Little shots of happiness (Todd Verow, 1997) : Boston Underground

Gaspard Granaud 27 novembre 2010 0
Little shots of happiness (Todd Verow, 1997) : Boston Underground

Frances (Bonnie Dickenson) vit dans une maisonnette miteuse à Boston, avec un mari instable qui la fatigue plus qu’elle ne l’aime. Un matin, elle décide de faire sa valise, sans plans, sans aucune idée d’où elle passera la nuit à venir. Elle se rend à son travail où elle fait de la prospection par téléphone. Encore quelque chose qui l’ennuie. C’est le week end, Frances se rue dans un bar, converse et boit des shots avec un parfait inconnu. Le lendemain, elle se réveille dans son lit, lui pique sa veste et part vers de nouvelles aventures. Désormais, elle passera son temps à boire, nuit comme jour et à coucher avec des hommes de passage. Elle se change dans les toilettes de son bureau ou d’ailleurs, se met à fumer (et devient instantanément accro), squatte des appartements ou dort dans des bordels inhabités. Sans toit et sans argent, elle devient marginale et croise des gens tout aussi largués qu’elle. Nous sommes à la fin des 90’s, le climat est presque apocalyptique…
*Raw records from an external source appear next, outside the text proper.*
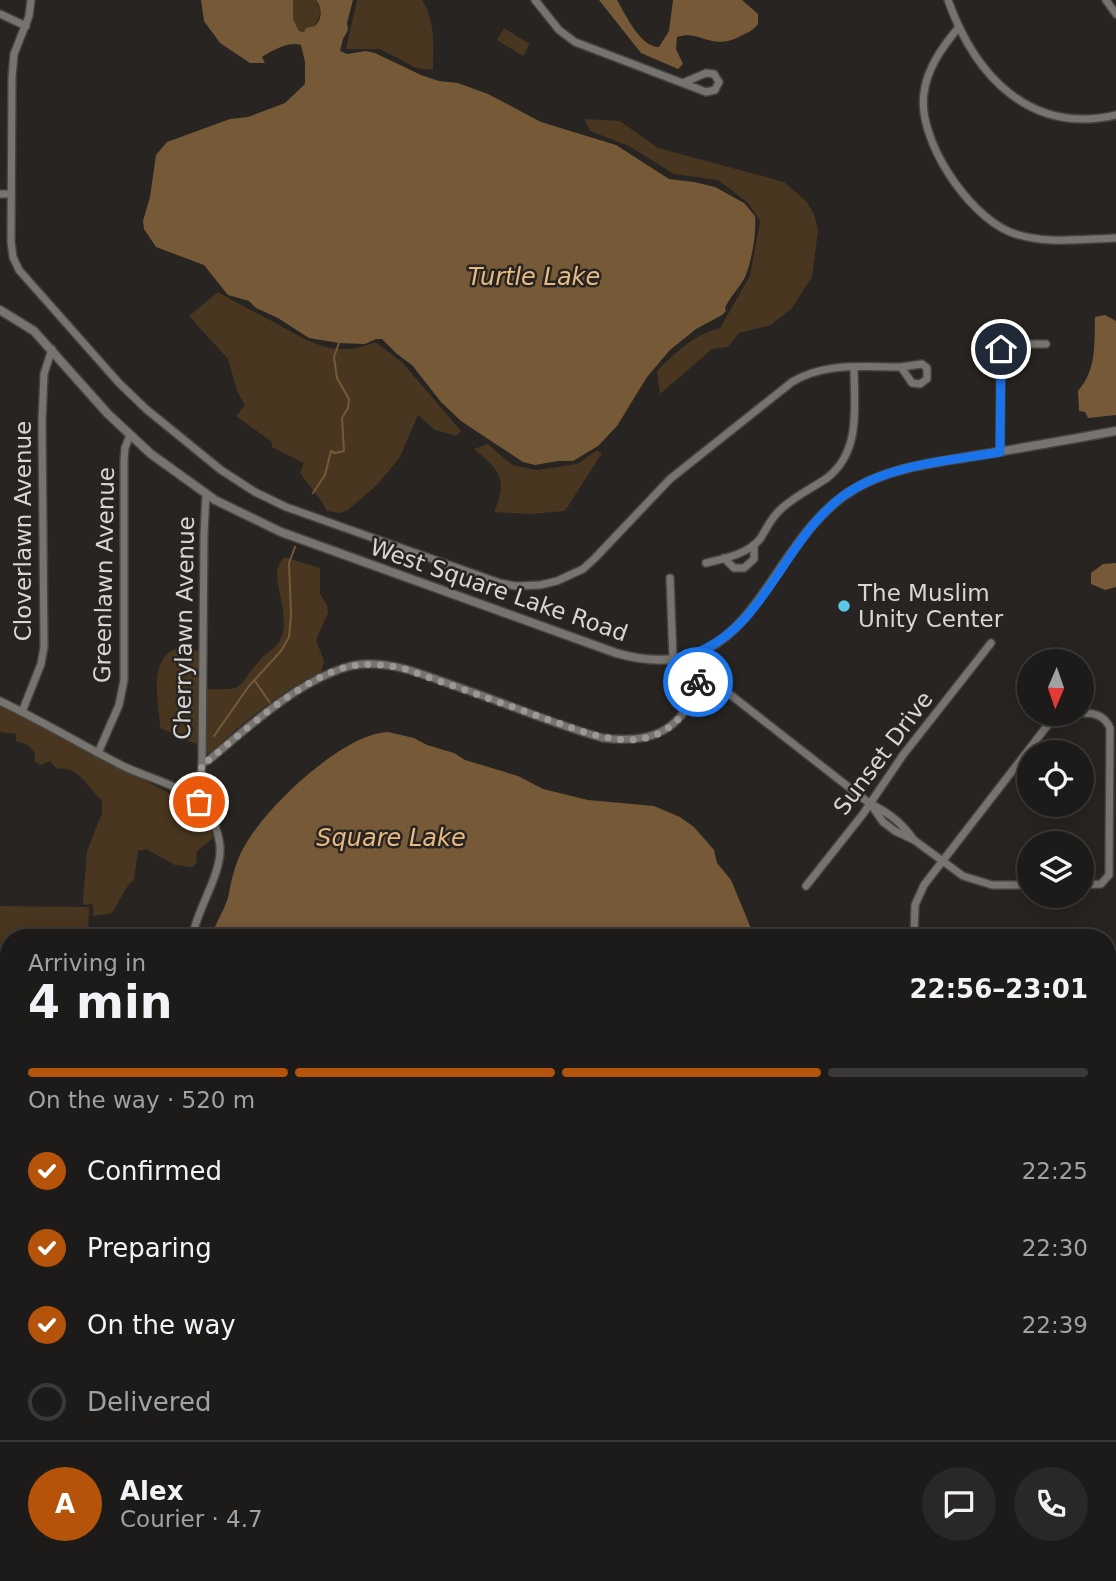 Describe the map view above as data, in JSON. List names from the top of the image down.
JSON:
{
  "streets": {
    "street": [
      "Cloverlawn Avenue",
      "Greenlawn Avenue",
      "West Square Lake Road",
      "Cherrylawn Avenue",
      "Sunset Drive"
    ]
  },
  "crossings": [
    ["Cloverlawn Avenue", "West Square Lake Road"],
    ["Greenlawn Avenue", "West Square Lake Road"],
    ["West Square Lake Road", "Cherrylawn Avenue"]
  ],
  "water": ["Turtle Lake", "Square Lake"],
  "places": ["The Muslim Unity Center"],
  "north": "bottom",
  "page": {
    "heading": ["4 min", "Arriving in", "22:56–23:01"],
    "panel": ["Alex", "Courier · 4.7"],
    "bar": "On the way · 520 m",
    "list": [
      ["Confirmed", "22:25"],
      ["Preparing", "22:30"],
      ["On the way", "22:39"],
      "Delivered"
    ],
    "round": "A"
  }
}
Ayant bénéficié d’une sélection officielle au Festival de Berlin, Little shots of happiness fait partie des films de Todd Verow les plus côtés. Et pour cause : c’est un projet, comme toujours avec lui, à la fois complètement libre et borderline, rock’n roll. La fin des années 1990 sonnent ici l’heure de la déchéance. Comment faire quand on veut échapper aux règles, aux codes, que nous dicte la société ? Peut-on fuir son quotidien banal à en mourir, son mari austère et son travail ingrat ? Il ne semble malheureusement pas y avoir beaucoup d’alternatives. Frances va s’en rendre compte : sortir du système va directement la propulser vers un statut de marginale.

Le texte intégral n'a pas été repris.